Morgan Stanley released a report yesterday that described their take on Bitcoin and made passive mention of the crypto ecosystem in general. The report has been widely reported on (as we knew it would be) and it seems that the headline of choice is Morgan Stanley proclaiming that Bitcoin isn’t as much a store of value as it is an institutional asset class set to take on trading, and presumably, volatility needs at big banks and family offices across the globe.

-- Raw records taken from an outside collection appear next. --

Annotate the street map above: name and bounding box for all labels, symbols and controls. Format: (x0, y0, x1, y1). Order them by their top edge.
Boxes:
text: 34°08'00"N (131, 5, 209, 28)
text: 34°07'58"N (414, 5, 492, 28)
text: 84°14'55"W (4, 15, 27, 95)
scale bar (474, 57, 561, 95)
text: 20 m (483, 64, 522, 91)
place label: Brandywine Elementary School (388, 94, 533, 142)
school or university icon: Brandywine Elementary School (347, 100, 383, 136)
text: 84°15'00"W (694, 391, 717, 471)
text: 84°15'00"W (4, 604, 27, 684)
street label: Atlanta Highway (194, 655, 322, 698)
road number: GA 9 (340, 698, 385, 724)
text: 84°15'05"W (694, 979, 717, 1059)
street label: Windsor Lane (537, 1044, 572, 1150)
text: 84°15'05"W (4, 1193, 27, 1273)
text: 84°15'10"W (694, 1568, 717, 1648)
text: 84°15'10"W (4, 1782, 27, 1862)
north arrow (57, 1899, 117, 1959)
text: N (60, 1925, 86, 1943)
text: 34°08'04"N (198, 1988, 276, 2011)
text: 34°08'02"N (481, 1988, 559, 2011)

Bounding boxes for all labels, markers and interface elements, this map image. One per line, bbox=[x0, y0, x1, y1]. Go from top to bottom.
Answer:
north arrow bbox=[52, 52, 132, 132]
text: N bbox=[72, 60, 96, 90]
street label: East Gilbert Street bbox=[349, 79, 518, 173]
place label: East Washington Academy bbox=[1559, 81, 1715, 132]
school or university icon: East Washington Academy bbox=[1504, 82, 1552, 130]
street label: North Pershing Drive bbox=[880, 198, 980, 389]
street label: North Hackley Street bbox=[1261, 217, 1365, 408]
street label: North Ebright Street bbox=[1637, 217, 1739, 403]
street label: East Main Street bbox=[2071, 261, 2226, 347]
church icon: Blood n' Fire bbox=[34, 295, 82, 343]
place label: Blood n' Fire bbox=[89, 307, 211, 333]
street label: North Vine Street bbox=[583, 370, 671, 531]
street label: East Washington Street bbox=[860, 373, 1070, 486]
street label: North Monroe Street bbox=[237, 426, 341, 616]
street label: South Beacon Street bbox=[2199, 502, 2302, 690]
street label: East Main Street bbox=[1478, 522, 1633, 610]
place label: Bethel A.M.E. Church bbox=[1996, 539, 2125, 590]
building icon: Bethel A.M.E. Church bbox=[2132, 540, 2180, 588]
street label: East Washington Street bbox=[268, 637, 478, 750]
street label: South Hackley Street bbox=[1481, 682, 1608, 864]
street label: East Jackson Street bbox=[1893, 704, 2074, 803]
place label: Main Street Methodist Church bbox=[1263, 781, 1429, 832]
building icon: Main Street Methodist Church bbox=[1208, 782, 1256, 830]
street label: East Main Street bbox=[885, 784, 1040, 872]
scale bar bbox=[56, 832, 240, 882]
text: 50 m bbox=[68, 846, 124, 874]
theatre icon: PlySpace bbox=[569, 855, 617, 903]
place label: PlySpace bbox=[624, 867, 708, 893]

While this language is and should be offensive to Bitcoin maximalists and anyone who believes in the original mission of Bitcoin – it certainly isn’t a surprise. If institutional (and a plurality of retail) clients ask enough times for something these institutions are going to give it to them, pure and simple. There is serious money to be made by creating expensive structured products wrapped around the guise of crypto volatility. The key words there are expensive and volatility. Expensive and volatility.
Morgan Stanley doesn’t have any interest in building out a warehouse facility or cold storage vault to house private keys and racks of hard wallets. There isn’t any money in it. At least not the kind of money that Tier 1 institutions have an interest in earning on that type of investment.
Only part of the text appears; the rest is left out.